- Exercise -
Your job with the data below: print everything from the line that holds "function stroke(path, color, width, dash)" down to the line that holds "function label(font, color, halo, rows, align", ends included, exactly, and nothing else.
[[ Data excerpts, beginning ]]
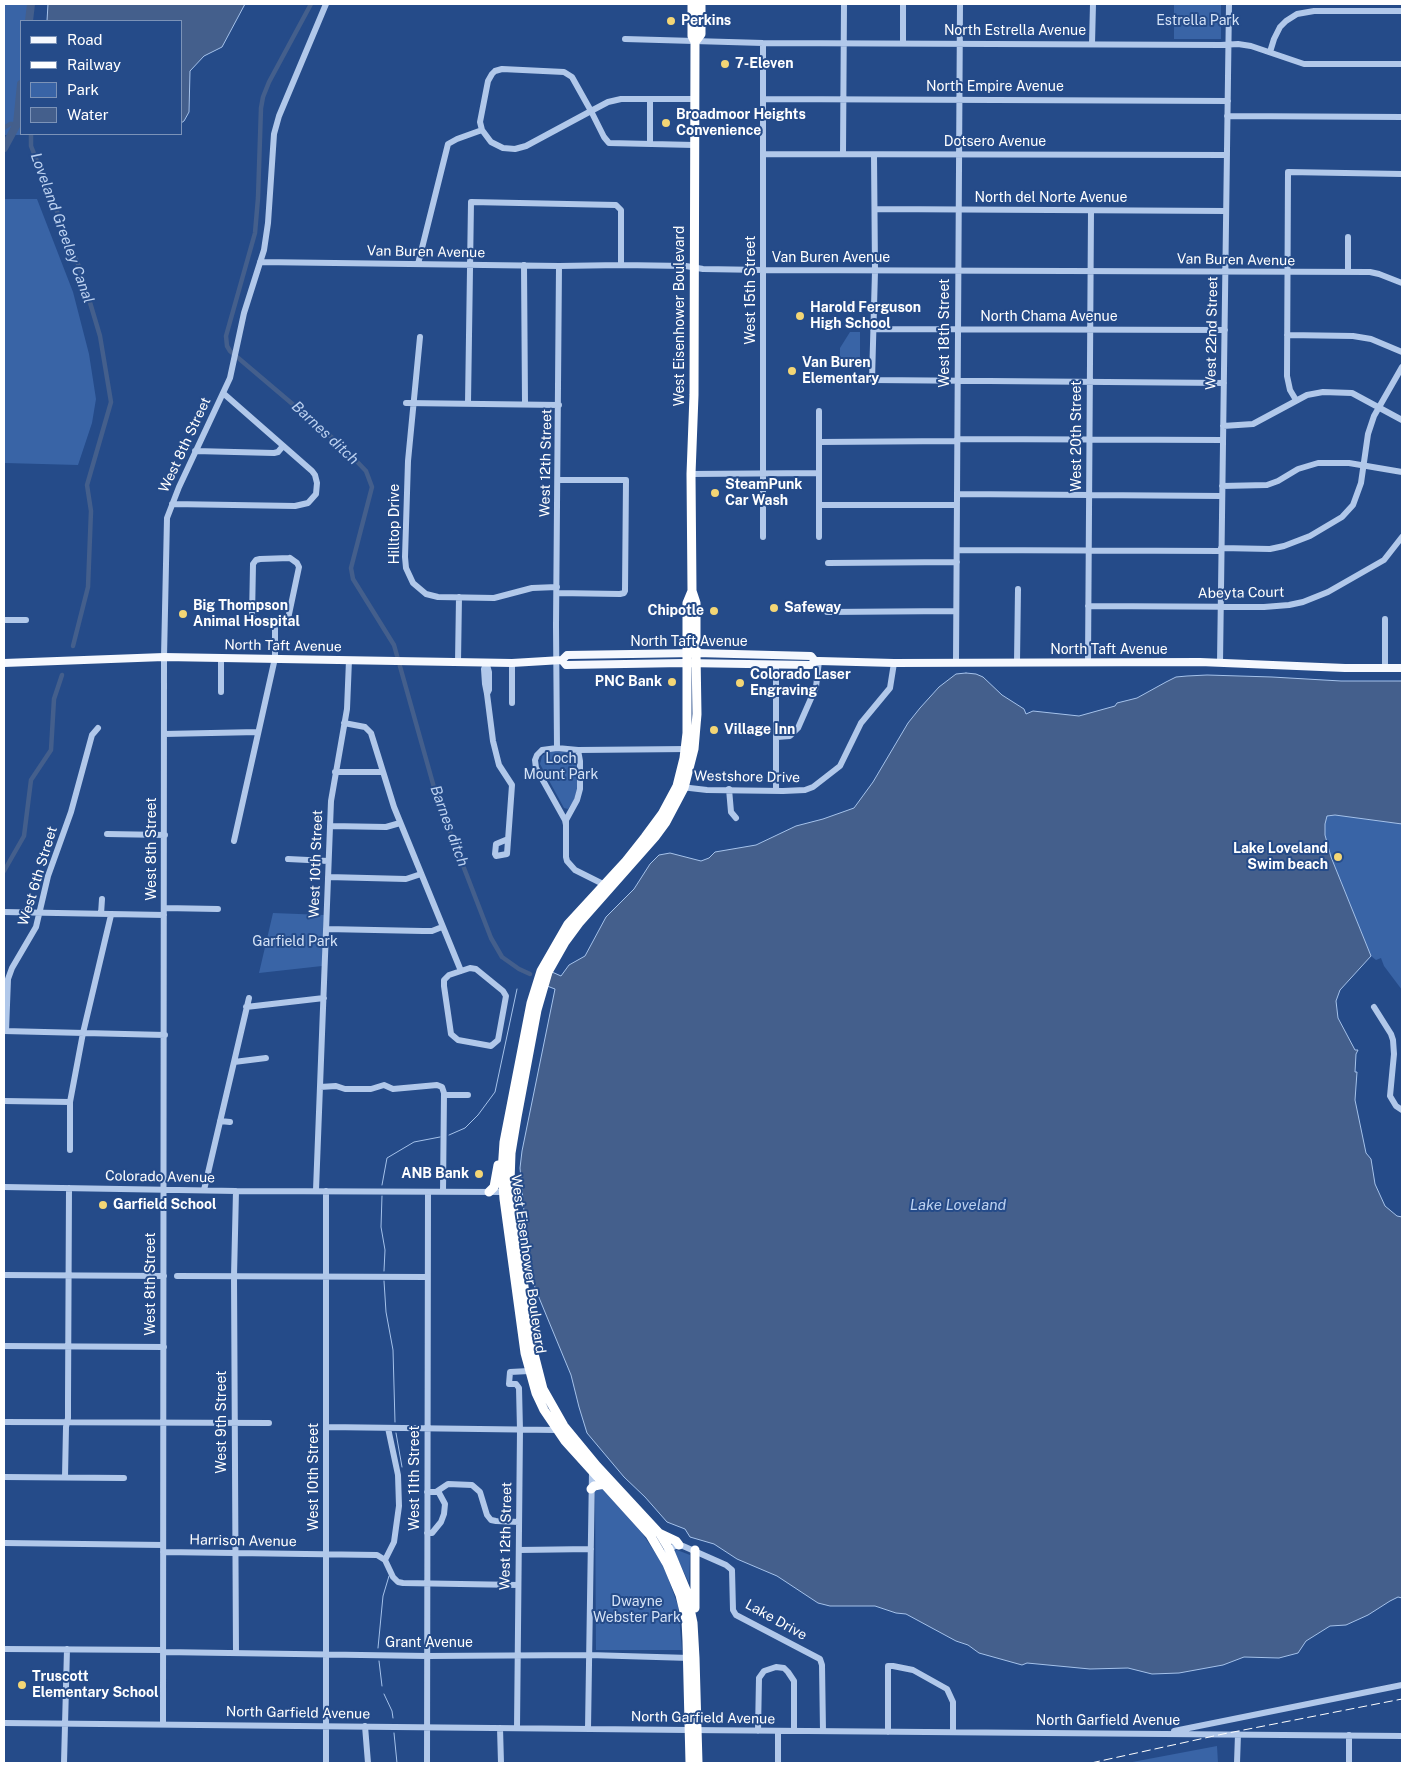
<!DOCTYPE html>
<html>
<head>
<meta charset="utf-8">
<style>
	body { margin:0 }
	#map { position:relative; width:1406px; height:1767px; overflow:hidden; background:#254b89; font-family:"Public Sans",sans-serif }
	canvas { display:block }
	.frame { position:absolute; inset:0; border:5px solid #fff; pointer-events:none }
	.legend { position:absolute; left:20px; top:20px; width:162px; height:115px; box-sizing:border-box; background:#254b89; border:1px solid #7c93b8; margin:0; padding:6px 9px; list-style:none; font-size:15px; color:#fff }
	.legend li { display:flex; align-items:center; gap:10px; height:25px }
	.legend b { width:25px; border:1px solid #7c93b8 }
</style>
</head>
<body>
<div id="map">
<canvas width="1406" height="1767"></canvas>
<div class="frame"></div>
<ul class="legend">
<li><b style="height:6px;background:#f5f8fe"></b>Road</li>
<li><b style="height:6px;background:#fff"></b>Railway</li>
<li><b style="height:14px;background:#3964a6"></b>Park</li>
<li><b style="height:14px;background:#445f8c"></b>Water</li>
</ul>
</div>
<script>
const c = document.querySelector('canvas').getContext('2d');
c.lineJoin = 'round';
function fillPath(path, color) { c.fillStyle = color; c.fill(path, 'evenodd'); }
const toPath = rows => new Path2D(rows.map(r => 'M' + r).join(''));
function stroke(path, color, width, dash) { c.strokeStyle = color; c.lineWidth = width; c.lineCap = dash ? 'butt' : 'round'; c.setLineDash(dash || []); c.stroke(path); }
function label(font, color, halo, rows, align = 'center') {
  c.font = font + ' "Public Sans",sans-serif'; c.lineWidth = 4; c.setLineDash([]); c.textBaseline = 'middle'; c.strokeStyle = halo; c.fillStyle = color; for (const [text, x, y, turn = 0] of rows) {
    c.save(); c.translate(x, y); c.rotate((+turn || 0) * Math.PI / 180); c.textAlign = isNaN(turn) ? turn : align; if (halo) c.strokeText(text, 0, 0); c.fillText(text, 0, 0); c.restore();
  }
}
fillPath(toPath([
	[4,4,32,4,30,21,21,21,20,135,4,135],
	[1174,4,1221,4,1221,39,1174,39],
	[4,199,37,199,73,292,89,354,96,399,92,423,78,465,5,463,4,471],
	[850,332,860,332,860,362,840,362,840,348],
	[550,751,570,752,577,758,578,787,574,800,568,809,564,808,540,764,542,756],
	[1335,815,1402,824,1402,990,1384,966,1381,958,1376,960,1371,956,1331,857,1325,835,1325,824,1327,816],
	[273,913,324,915,322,966,259,973],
	[601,1487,642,1533,660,1560,667,1575,678,1606,682,1650,596,1650,595,1488],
	[677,1550,690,1555,689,1583,674,1551],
	[1217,1746,1218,1763,1127,1763]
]), '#3964a6');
const water = toPath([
	[48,4,245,4,222,47,204,56,190,71,189,112,184,121,181,123,181,21,47,21,48,4],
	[966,673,976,674,983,677,1002,695,1024,709,1026,714,1033,711,1079,716,1115,706,1117,703,1137,698,1166,682,1176,677,1187,676,1207,675,1272,677,1341,681,1402,681,1402,824,1335,815,1327,816,1325,824,1325,835,1331,857,1371,956,1340,990,1336,1001,1338,1018,1355,1050,1358,1050,1356,1054,1355,1072,1357,1072,1355,1100,1366,1153,1371,1159,1375,1184,1385,1206,1397,1216,1402,1217,1402,1598,1398,1597,1390,1601,1368,1615,1346,1625,1330,1626,1306,1641,1298,1653,1279,1658,1244,1657,1223,1665,1179,1673,1152,1674,1128,1668,1090,1669,1027,1663,1022,1665,979,1653,968,1645,956,1641,906,1614,896,1613,875,1606,830,1606,818,1603,777,1576,737,1559,714,1544,690,1537,685,1529,667,1522,645,1497,624,1477,587,1433,579,1407,571,1375,535,1288,526,1233,520,1168,522,1151,555,989,547,986,552,972,561,976,569,965,585,956,606,917,634,889,650,864,659,855,670,853,701,861,709,858,715,852,756,845,796,826,823,819,854,808,873,782,908,723,920,708,939,687,956,674,966,673]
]);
fillPath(water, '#445f8c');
stroke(water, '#a5c2ea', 1);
stroke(toPath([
	[449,1135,465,1128,478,1115,495,1092,517,989],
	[382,1185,387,1158,414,1142,440,1137],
	[382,1196,381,1227,385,1250,384,1271],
	[384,1281,386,1312,393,1350,395,1422],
	[396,1433,402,1467],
	[378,1648,383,1596,389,1576],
	[379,1661,382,1686],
	[384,1694,392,1711,393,1718],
	[394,1733,397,1763]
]), '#a5c2ea', 1);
stroke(toPath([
	[311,4,269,82,263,97,261,108,258,198,255,233,226,336,227,346,230,351,342,446,366,471,372,487,351,568,353,579,394,645,437,798,491,938,502,957,519,969,530,974],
	[4,128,10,124,21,124],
	[31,134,31,146,80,269,100,336,111,402,87,485,91,511,88,587,73,646],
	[4,871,24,836,31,780,51,750,54,699,62,675]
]), '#445f8c', 4.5);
stroke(toPath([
	[29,21,31,4],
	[4,148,17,124,21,84]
]), '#445f8c', 8);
stroke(toPath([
	[903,4,903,43],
	[625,39,763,43,1221,45,1238,44,1251,46,1304,64,1402,64],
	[763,43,763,537],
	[1092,44,1093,4],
	[1270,52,1274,39,1280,27,1286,21,1297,14,1314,11,1402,11],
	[694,99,621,99,608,102,591,111,526,146,515,149,503,148,491,142,482,130,480,122,488,81,492,74,495,71,502,69,564,72,572,77,591,111,604,137,609,143,694,145],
	[763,99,1228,101],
	[1227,116,1402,117],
	[650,144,650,99],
	[763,154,1227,155],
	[843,154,844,4],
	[874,155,875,271,872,380,1224,383],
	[875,209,1226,211],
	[260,262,559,266,621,265,686,266,703,269,763,270,1370,272,1379,274,1402,283],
	[418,264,448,144,457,139,482,130],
	[524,265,525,403],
	[1348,272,1348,237],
	[873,329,1225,330],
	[1287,335,1353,336,1371,339,1402,352],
	[420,337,408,461,405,557,406,568,413,583,426,594,438,597,494,598,532,588,557,587],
	[1296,400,1290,390,1287,376,1288,172,1402,174],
	[406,403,559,405],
	[468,403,471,202,616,205,621,210,621,265],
	[819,411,819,537],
	[1223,426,1253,424,1307,395,1323,392,1352,393,1402,420],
	[957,439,1223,440],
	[819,442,957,441],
	[195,451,274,453,278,452,283,446],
	[691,474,819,473],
	[1222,486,1267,485,1278,481,1298,469,1318,463,1349,463,1402,472],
	[957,494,1222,496],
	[172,504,295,506,308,503,316,494,317,483,315,475,312,471,223,393],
	[819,505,957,505],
	[1221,548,1270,549,1284,546,1310,536,1342,517,1353,505,1361,483,1368,434,1374,416,1402,367],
	[957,550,1221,551],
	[290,558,297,563,299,567,288,619,284,622,275,625,258,623,252,617,253,564,256,560,260,559,290,558],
	[828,563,957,562],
	[557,593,620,594,624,593,625,591,626,480,558,480],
	[1088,606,1264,607,1289,605,1303,602,1328,592,1384,560,1402,537],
	[827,612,956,611],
	[1385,619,1385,668],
	[4,620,26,620],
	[221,657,221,692],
	[458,662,459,597],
	[487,662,484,669,485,684,487,694,489,690,489,672,487,665],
	[956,662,960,4],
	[1017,662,1018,589],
	[1088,662,1091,211],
	[512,663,512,703],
	[1220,663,1229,4],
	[487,694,493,741,499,765,512,785,507,854,496,856,495,854,496,844,508,839],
	[344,723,365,727,371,733,394,807,461,971],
	[164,734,258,732],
	[777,737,790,736,798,728,816,687,819,661],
	[557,748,556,626,559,266],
	[578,750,580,761,580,789,577,800,566,820,566,857,567,861,575,870,607,886],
	[335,772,383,772],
	[681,787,707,790,783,791,805,790,813,787,840,766,861,723,890,688,894,663],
	[729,789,731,812,736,818],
	[776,790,776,665],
	[566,825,565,820,536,768,535,760,537,755,542,750,557,748,578,750,688,749],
	[330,826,386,827,400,823],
	[107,834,165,835],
	[234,841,275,658,275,625],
	[288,859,328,861],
	[328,877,406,879,421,874],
	[164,908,218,909],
	[4,912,164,915],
	[101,914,102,899],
	[326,929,423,931,432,931,442,927],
	[470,968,476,969,503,991,506,996,498,1040,491,1046,458,1040,451,1034,444,986,444,980,449,975,470,968],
	[246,1007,324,998],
	[1374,1007,1391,1034,1393,1040,1394,1054,1390,1096,1396,1106,1402,1110],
	[4,1031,165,1035],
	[6,1031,8,979,12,968,36,927,48,876,71,812,92,735,98,728],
	[234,1062,266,1058],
	[320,1087,336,1086,345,1089,371,1089,384,1085,393,1089,437,1085,442,1087,444,1093,443,1192],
	[444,1095,468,1095],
	[4,1101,70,1102],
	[220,1121,230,1122],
	[70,1150,70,1102,83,1033,111,915],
	[4,1187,236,1191,507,1192],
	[204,1190,249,998],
	[316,1190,331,801,347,709,349,660],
	[326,1191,326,1763],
	[4,1275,164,1276],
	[177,1276,427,1277],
	[4,1346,164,1347],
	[4,1422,269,1423],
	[326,1427,556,1430],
	[4,1477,124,1478],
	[65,1477,66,1427,68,1418,68,1401,69,1188],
	[427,1492,436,1492,448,1484,472,1485,480,1492,487,1515,491,1520,496,1521,519,1522],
	[427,1533,432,1533,441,1522,444,1514,445,1504,438,1491],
	[4,1543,163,1545],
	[519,1550,591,1549],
	[667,1551,675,1546,683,1546,726,1565,732,1570,733,1610,736,1615,820,1659,822,1665,823,1731],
	[163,1552,377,1555,385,1560,393,1577,398,1582,403,1583,518,1585],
	[385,1560,394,1542,399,1506,398,1475,388,1428],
	[4,1649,163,1650],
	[163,1652,427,1656,589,1655,690,1658],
	[236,1653,234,1276,236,1191],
	[4,1723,688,1730,1402,1736],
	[163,1724,164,657,167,518,179,487,230,378,244,313,264,250,268,223,274,134,279,116,326,4],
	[365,1726,368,1763],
	[500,1728,501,1763],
	[517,1728,520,1430,519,1388,516,1384,509,1384,510,1372,529,1371],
	[588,1729,592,1471],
	[758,1731,759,1678,764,1671,776,1667,784,1668,788,1672,794,1681,794,1731],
	[1174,1731,1402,1685],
	[888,1732,888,1666,893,1666,913,1670,947,1689,953,1702,953,1732],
	[1349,1735,1349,1763],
	[64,1763,67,1649],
	[427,1763,428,1192],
	[778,1763,778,1731],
	[1237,1763,1238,1734]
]), '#b1c8ea', 6);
stroke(toPath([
	[562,660,566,665,684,663,811,665,815,661,819,661,894,663,1200,662,1345,668,1402,668],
	[4,663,164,657,512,663,562,660,567,655,696,653,811,656,815,661]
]), '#f5f8fe', 8);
stroke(toPath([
	[692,4,692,36,695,42,694,395,691,474,692,591,696,603,696,653,697,714,694,749,684,788,666,822,655,837,579,923,565,942,548,972,537,1010,517,1117,511,1153,510,1182,532,1346,543,1389,564,1426,597,1466,660,1534,669,1549,686,1590,693,1623,695,1658,698,1763],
	[695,42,701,34,701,4],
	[489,1192,494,1187,498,1165],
	[591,1489,594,1486,604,1484],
	[659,1533,676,1541,679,1545],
	[695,1608,695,1550],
	[690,1763,687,1641,686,1620,680,1595,667,1564,650,1535,565,1441,544,1410,536,1393,525,1353,504,1199,502,1172,504,1142,531,1003,541,971,568,924,626,861,645,837,662,814,677,786,684,758,687,733,687,603,692,591]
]), '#fff', 9);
stroke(toPath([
	[1091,1763,1223,1734,1402,1699]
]), '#fff', 1, [9, 4]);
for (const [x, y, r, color] of [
	[671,21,5,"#f4d675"],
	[725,64,5,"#f4d675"],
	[666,123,5,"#f4d675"],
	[800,316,5,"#f4d675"],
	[792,371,5,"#f4d675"],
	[715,493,5,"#f4d675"],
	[774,608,5,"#f4d675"],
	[714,611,5,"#f4d675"],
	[183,614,5,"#f4d675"],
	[672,682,5,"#f4d675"],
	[740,683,5,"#f4d675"],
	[714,730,5,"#f4d675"],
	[1338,857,5,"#f4d675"],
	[479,1174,5,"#f4d675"],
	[103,1205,5,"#f4d675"],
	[22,1685,5,"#f4d675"]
]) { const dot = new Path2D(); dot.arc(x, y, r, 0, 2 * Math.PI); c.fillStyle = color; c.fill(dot); stroke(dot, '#254b89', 2); }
label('bold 14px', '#fff', '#254b89', [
	["Perkins",681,21],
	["7-Eleven",735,64],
	["Broadmoor Heights",676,115],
	["Convenience",676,131],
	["Harold Ferguson",810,308],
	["High School",810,324],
	["Van Buren",802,363],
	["Elementary",802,379],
	["SteamPunk",725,485],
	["Car Wash",725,501],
	["Big Thompson",193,606],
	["Animal Hospital",193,622],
	["Safeway",784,608],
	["Chipotle",704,611,"right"],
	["Colorado Laser",750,675],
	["Engraving",750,691],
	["PNC Bank",662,682,"right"],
	["Village Inn",724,730],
	["Lake Loveland",1328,849,"right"],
	["Swim beach",1328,865,"right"],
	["ANB Bank",469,1174,"right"],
	["Garfield School",113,1205],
	["Truscott",32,1677],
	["Elementary School",32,1693]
], 'left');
label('14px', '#d5e3f7', '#254b89', [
	["Estrella Park",1198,21],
	["Loch",561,759],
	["Mount Park",561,775],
	["Garfield Park",295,942],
	["Dwayne",637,1602],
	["Webster Park",637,1618]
]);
label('14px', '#fff', '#254b89', [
	["North Estrella Avenue",1015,31],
	["North Empire Avenue",995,87],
	["Dotsero Avenue",995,142],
	["North del Norte Avenue",1051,198],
	["Van Buren Avenue",426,252,1],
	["Van Buren Avenue",831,258],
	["Van Buren Avenue",1236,260,1],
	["West 15th Street",751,290,-90],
	["West Eisenhower Boulevard",680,316,-90],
	["North Chama Avenue",1049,317],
	["West 18th Street",945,333,-90],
	["West 22nd Street",1212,333,-89],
	["West 20th Street",1077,436,-90],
	["West 8th Street",185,445,-65],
	["West 12th Street",546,463,-89],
	["Hilltop Drive",395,524,-90],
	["Abeyta Court",1241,593,-1],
	["North Taft Avenue",689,642],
	["North Taft Avenue",283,646,1],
	["North Taft Avenue",1109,650],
	["Westshore Drive",747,777,1],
	["West 8th Street",152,849,-90],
	["West 10th Street",316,864,-88],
	["West 6th Street",38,876,-73],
	["Colorado Avenue",160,1177,1],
	["West Eisenhower Boulevard",528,1264,82],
	["West 8th Street",151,1284,-90],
	["West 9th Street",222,1422,-90],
	["West 10th Street",314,1477,-90],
	["West 11th Street",415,1478,-90],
	["West 12th Street",506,1536,-89],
	["Harrison Avenue",243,1541,1],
	["Lake Drive",776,1620,29],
	["Grant Avenue",429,1643],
	["North Garfield Avenue",298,1713,1],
	["North Garfield Avenue",703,1718,1],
	["North Garfield Avenue",1108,1721]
]);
label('italic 15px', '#bdd2f1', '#254b89', [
	["Loveland Greeley Canal",62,228,70],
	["Barnes ditch",325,433,43],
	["Barnes ditch",449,826,70],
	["Lake Loveland",958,1205]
]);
</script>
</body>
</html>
[[ Data excerpts, end ]]
- Solution for this problem -
function stroke(path, color, width, dash) { c.strokeStyle = color; c.lineWidth = width; c.lineCap = dash ? 'butt' : 'round'; c.setLineDash(dash || []); c.stroke(path); }
function label(font, color, halo, rows, align = 'center') {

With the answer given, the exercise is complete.